UN High Commissioner for Human Rights Zeid Ra'ad Al Hussein on April 14 issued a statement appealing to Iran to halt executions for drug offenses until the country's parliament debates a new law that would eliminate the mandatory death penalty for drug-related crimes. The statements came in response to the hanging of five men over the weekend, three of them on charges of narcotics trafficking. In at least one of those cases, a man sentenced to death in 2012 for possession of crystal meth, there were serious concerns about the fairness of the trial and denial of the right to appeal. The statement noted that last year, at least 966 people were executed in Iran—the highest rate in more than two decades. The majority were hanged for drug offenses. At least four of those executed in 2015 were juveniles.

However, in January, members of parliament introduced a bill to amend the existing mandatory death penalty for drug offenses, providing for life imprisonment in such cases. It remains to be seen whether it will be approved by Iran's supposedly more moderate new parliament.

Said High Commissioner Zeid: "There have been encouraging signs from within Iran towards reform of the law, from the judiciary, the executive and the legislature and I hope the new parliament will adopt these changes. But it is unfortunate that executions for drug-related offenses—crimes that clearly do not meet the threshold under international human rights law for application of the death penalty—continue to be carried out in the meantime. Given the broadening recognition in Iran that the death penalty does not deter drug crime and that anti-narcotics laws need to be reformed, I call on Iran to take the important first step of instituting a moratorium on the use of the death penalty."

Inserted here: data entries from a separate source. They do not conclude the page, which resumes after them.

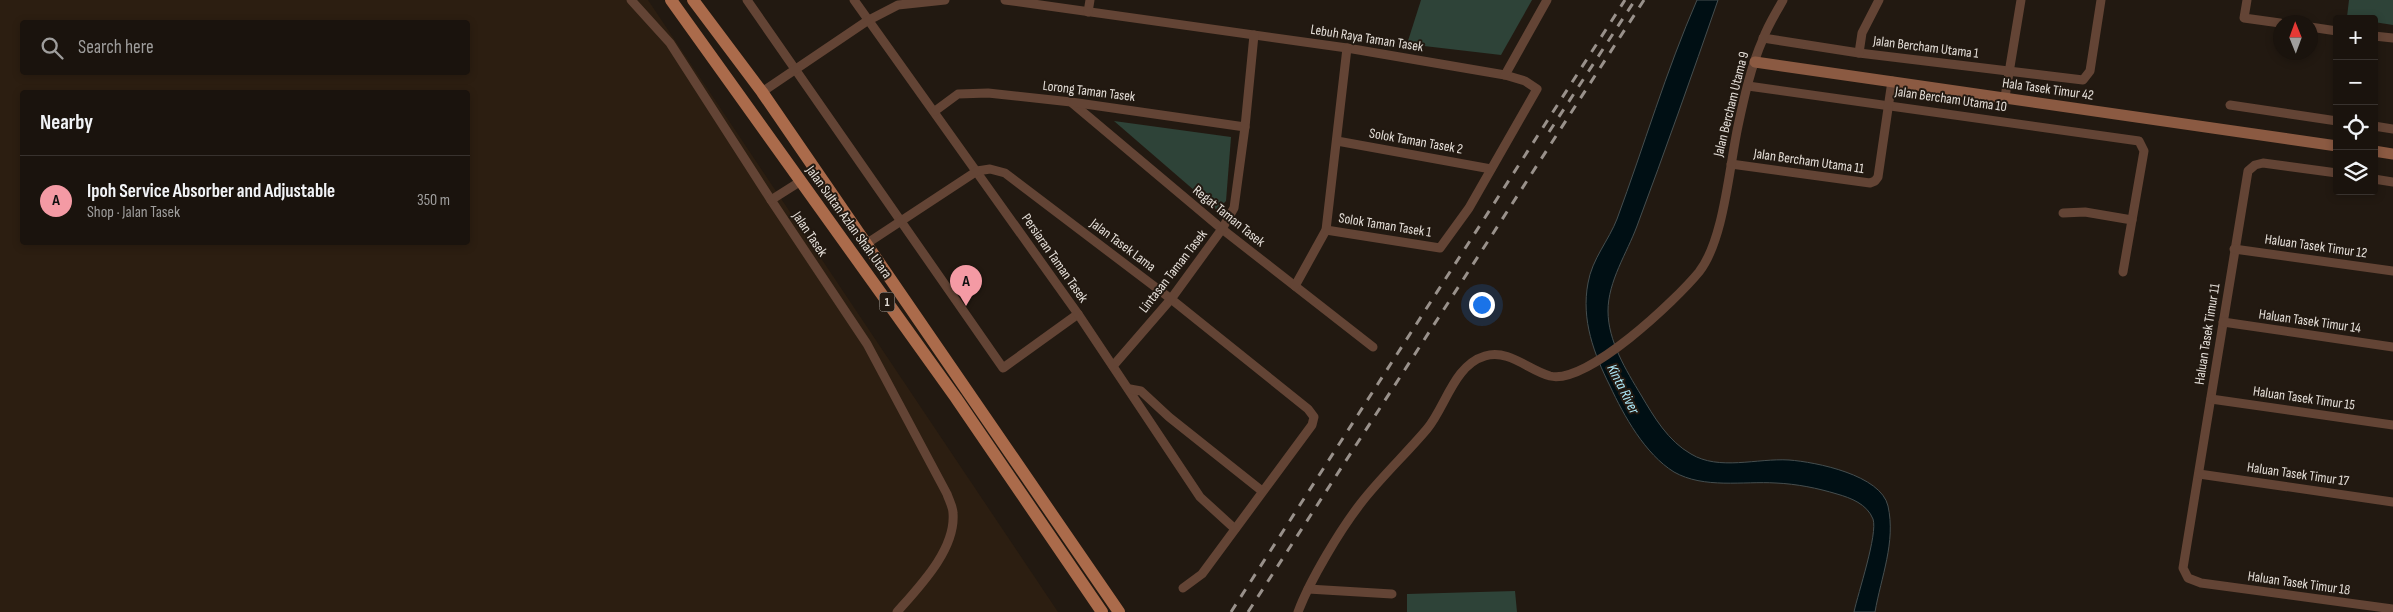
<!DOCTYPE html>
<html lang="en">
<head>
<meta charset="utf-8">
<style>
	:root { --surface:#1a130d; --page:#27201b; --text:#f1f3f6; --muted:#9f9e9d; --line:#38322e; --accent:#f49aa4 }
	body { margin:0; font-family:"Sofia Sans Condensed",sans-serif; background:var(--page); color:var(--text) }
	.controls { position:absolute; right:15px; top:15px; display:grid; overflow:hidden; border-radius:5px; box-shadow:0 2px 8px #0003 }
	.controls button { width:45px; height:45px; display:grid; place-items:center; padding:0; border:0; border-bottom:1px solid var(--line); background:var(--surface); color:var(--text); font:25px sans-serif }
	.compass { position:absolute; left:2273px; top:15px; width:45px; height:45px; border-radius:50%; background:var(--surface); box-shadow:0 2px 8px #0003; rotate:359deg }
	.you { position:absolute; left:1481px; top:304px; width:18px; height:18px; margin:-12px; border:4px solid #fff; border-radius:50%; background:#1a73e8; box-shadow:0 0 0 8px #1a73e833 }
	.badge { display:grid; place-items:center; width:32px; height:32px; border-radius:50%; background:var(--accent); color:#111; font-size:16px; font-weight:700 }
	.pin { position:absolute; translate:-50% -41px; filter:drop-shadow(0 1px 2px #0008) }
	.pin::after { content:''; position:absolute; top:26px; width:18px; height:15px; background:inherit; clip-path:polygon(0 0,100% 0,50% 100%) }
	.list { margin:0; padding:0; list-style:none }
	h2 { display:flex; justify-content:space-between; align-items:center; height:65px; margin:0; padding:0 20px; font-size:21px }
	h2 small { font-size:16px; font-weight:400; color:var(--muted) }
	.list li { display:grid; grid-template-columns:32px 1fr auto; gap:15px; align-items:center; box-sizing:border-box; height:90px; padding:0 20px; border-top:1px solid var(--line) }
	.list b { display:block; font-size:19px; white-space:nowrap }
	.list p { margin:0; font-size:16px; white-space:nowrap; color:var(--muted) }
	.list em { font-size:16px; font-style:normal; color:var(--muted) }
	.icon { flex:none; width:28px; height:28px; fill:none; stroke:currentColor; stroke-width:2; stroke-linecap:round; stroke-linejoin:round }
	.map { position:relative; flex:none; width:2393px; height:612px; overflow:hidden }
	.search { position:absolute; background:var(--surface); box-shadow:0 2px 8px #0003; left:20px; top:20px; width:450px; height:55px; display:flex; align-items:center; gap:12px; box-sizing:border-box; padding:0 18px; border-radius:5px; color:var(--muted); font-size:19px }
	.panel { position:absolute; background:var(--surface); box-shadow:0 2px 8px #0003; left:20px; top:90px; width:450px; height:155px; border-radius:5px }
	.map>svg:first-child { display:block }
	.built { fill:#2c1e11; fill-rule:evenodd }
	.green { fill:#2e4338 }
	.water { fill:#000f14; stroke:#454e4f }
	.lines { fill:none; stroke-linecap:round; stroke-linejoin:round }
	.street { stroke:#634435; stroke-width:9 }
	.secondary { stroke:#8b5a42; stroke-width:11 }
	.primary { stroke:#ab6b4b; stroke-width:12 }
	.rail { stroke:#99918b; stroke-width:3; stroke-dasharray:9 9; stroke-linecap:butt }
	.labels { text-anchor:middle; dominant-baseline:central; stroke-width:4; stroke-linejoin:round; paint-order:stroke }
	.shield { fill:#221911; stroke:#aba49e; stroke-width:1 }
	.shield-label { font-size:12px; font-weight:bold; fill:#e6e0da }
	.street-label { font-size:14px; fill:#e6e0da; stroke:#221911 }
	.water-label { font-size:15px; font-style:italic; fill:#afebfb; stroke:#221911 }
</style>
</head>
<body>
<div class="map">
<svg width="2393" height="612" viewBox="0 0 2393 612">
	<rect width="100%" height="100%" fill="#221911"/>
	<path class="built" d="M0,0H648L1058,612H0ZM22,22H468V72H22ZM22,92H468V242H22Z"/>
	<g class="green">
		<polygon points="1421,0 1532,0 1501,55 1407,44"/>
		<polygon points="2349,0 2393,0 2393,25 2374,22 2374,19 2347,17"/>
		<polygon points="1114,121 1231,137 1226,201 1217,210"/>
		<polygon points="1515,591 1517,612 1407,612 1407,594"/>
	</g>
	<path class="water" d="M1697,0H1718C1692,75 1665,151 1637,226C1627,253 1608,281 1608,311C1608,341 1626,370 1641,395C1654,417 1668,441 1691,454C1719,471 1757,458 1789,460C1816,462 1881,475 1888,506C1896,542 1881,577 1875,612H1854C1858,593 1878,534 1873,519C1867,504 1851,498 1837,494C1817,488 1797,484 1776,483C1743,481 1704,489 1674,472C1645,454 1624,416 1610,386C1594,354 1581,320 1588,283C1592,259 1609,240 1617,219C1644,146 1666,71 1697,0Z"/>
	<g class="lines">
		<g class="street">
			<path d="M631,0L670,43L771,200L867,344L947,494C949,500 953,507 953,513C956,549 920,586 897,612"/>
			<polyline points="747,0 1003,368 1078,314"/>
			<polyline points="854,0 1078,314 1200,497 1235,529"/>
			<polyline points="1005,0 1347,48 1505,75 1525,81 1537,89 1469,208 1440,248 1326,230"/>
			<polyline points="2247,0 2244,18 2280,23"/>
			<polyline points="1088,12 1090,0"/>
			<polyline points="2310,27 2337,31"/>
			<polyline points="2374,36 2393,38"/>
			<polyline points="1763,38 1859,53 2083,80 2090,71 2101,0"/>
			<polyline points="1859,53 1862,33 1879,0"/>
			<polyline points="1505,75 1547,0"/>
			<polyline points="1748,86 2139,141 2144,151 2123,272"/>
			<polyline points="762,92 867,21 898,5 945,0"/>
			<polyline points="2005,97 2021,0"/>
			<polyline points="1071,102 1222,229 1373,347"/>
			<polyline points="2230,105 2337,121"/>
			<polyline points="935,111 958,94 988,93 1071,102 1245,127"/>
			<polyline points="2374,126 2393,129"/>
			<polyline points="1337,141 1491,169"/>
			<polyline points="1731,164 1870,183 1875,181 1878,177 1892,81"/>
			<polyline points="2337,173 2263,163 2255,165 2248,171 2183,568 2188,578 2201,583 2393,609"/>
			<polyline points="2374,179 2393,182"/>
			<polyline points="771,200 801,181"/>
			<polyline points="2063,213 2085,212 2132,220"/>
			<polyline points="866,244 977,171 990,169 1005,173 1171,299 1308,409 1314,417 1312,425 1202,574 1183,588"/>
			<polyline points="2234,249 2393,271"/>
			<polyline points="1295,286 1326,230 1347,48"/>
			<polyline points="2223,322 2393,347"/>
			<polyline points="1113,366 1171,299 1222,229 1234,208 1245,127 1254,35"/>
			<polyline points="1130,389 1141,391 1169,417 1262,491"/>
			<polyline points="2211,399 2393,425"/>
			<polyline points="2199,474 2393,502"/>
			<polyline points="1308,589 1392,594"/>
			<path d="M1298,612C1310,580 1340,530 1361,503C1381,477 1406,454 1427,429C1446,406 1454,365 1485,356C1509,349 1528,370 1550,376C1587,385 1676,300 1699,272C1724,240 1729,168 1738,126C1744,98 1751,66 1763,39C1768,25 1776,13 1783,0"/>
		</g>
		<g class="secondary">
			<polyline points="1755,62 2337,146"/>
			<polyline points="2374,151 2393,154"/>
		</g>
		<g class="primary">
			<polyline points="671,0 956,398 1102,612"/>
			<polyline points="693,0 762,92 1119,612"/>
		</g>
		<g class="rail">
			<polyline points="1549,132 1635,0"/>
			<polyline points="1231,612 1625,0"/>
			<polyline points="1248,612 1644,0"/>
		</g>
	</g>
	<g class="labels">
		<rect class="shield" x="879.5" y="292.5" width="15" height="19" rx="4"/>
		<g class="shield-label">
			<text x="887" y="302">1</text>
		</g>
		<g class="street-label">
			<text transform="translate(1367 38) rotate(9)">Lebuh Raya Taman Tasek</text>
			<text transform="translate(1926 47) rotate(7)">Jalan Bercham Utama 1</text>
			<text transform="translate(2048 89) rotate(8)">Hala Tasek Timur 42</text>
			<text transform="translate(1089 91) rotate(7)">Lorong Taman Tasek</text>
			<text transform="translate(1951 99) rotate(8)">Jalan Bercham Utama 10</text>
			<text transform="translate(1731 104) rotate(-76)">Jalan Bercham Utama 9</text>
			<text transform="translate(1416 141) rotate(10)">Solok Taman Tasek 2</text>
			<text transform="translate(1809 161) rotate(8)">Jalan Bercham Utama 11</text>
			<text transform="translate(1229 216) rotate(39)">Regat Taman Tasek</text>
			<text transform="translate(849 222) rotate(54)">Jalan Sultan Azlan Shah Utara</text>
			<text transform="translate(1385 225) rotate(9)">Solok Taman Tasek 1</text>
			<text transform="translate(810 234) rotate(56)">Jalan Tasek</text>
			<text transform="translate(1123 245) rotate(37)">Jalan Tasek Lama</text>
			<text transform="translate(2316 246) rotate(8)">Haluan Tasek Timur 12</text>
			<text transform="translate(1055 258) rotate(55)">Persiaran Taman Tasek</text>
			<text transform="translate(1173 271) rotate(-52)">Lintasan Taman Tasek</text>
			<text transform="translate(2310 321) rotate(8)">Haluan Tasek Timur 14</text>
			<text transform="translate(2207 334) rotate(-81)">Haluan Tasek Timur 11</text>
			<text transform="translate(2304 398) rotate(8)">Haluan Tasek Timur 15</text>
			<text transform="translate(2298 474) rotate(8)">Haluan Tasek Timur 17</text>
			<text transform="translate(2299 583) rotate(8)">Haluan Tasek Timur 18</text>
		</g>
		<g class="water-label">
			<text transform="translate(1623 389) rotate(63)">Kinta River</text>
		</g>
	</g>
</svg>
<div class="controls">
<button>+</button>
<button>−</button>
<button><svg class="icon" aria-label="locate" viewBox="0 0 24 24"><circle cx="12" cy="12" r="6"/><path d="M12 2v4M12 18v4M2 12h4M18 12h4"/></svg></button>
<button><svg class="icon" aria-label="layers" viewBox="0 0 24 24"><path d="M12 4l9 5-9 5-9-5zM3 14l9 5 9-5"/></svg></button>
</div>
<svg class="compass" viewBox="-18 -18 36 36"><path d="M0-13l5 13h-10z" fill="#e53935"/><path d="M0 13l5-13h-10z" fill="#9f9e9d"/></svg>
<div class="you"></div>
<div class="pin badge" style="left:966px;top:306px">A</div>
<div class="search"><svg class="icon" aria-label="search" viewBox="0 0 24 24"><circle cx="10" cy="10" r="6"/><path d="M15 15l6 6"/></svg>Search here</div>
<section class="panel">
<h2>Nearby<small></small></h2>
<ul class="list">
<li><span class="badge">A</span><div><b>Ipoh Service Absorber and Adjustable</b><p>Shop · Jalan Tasek</p></div><em>350 m</em></li>
</ul>
</section>
</div>
</body>
</html>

So far this year, 60 executions have reportedly been carried out in Iran. Zeid noted that this represents a drop compared to the same period last year. But Zeid also expressed serious concerns about the large number of juvenile offenders reported to be on death row in Iran. He urged the authorities to ensure that no one is executed for offenses committed under the age of 18. He stressed that there such executions violate international law, including in the International Covenant on Civil and Political Rights, which Iran ratified in 1975, and the Convention on the Rights of the Child, which it ratified in 1994.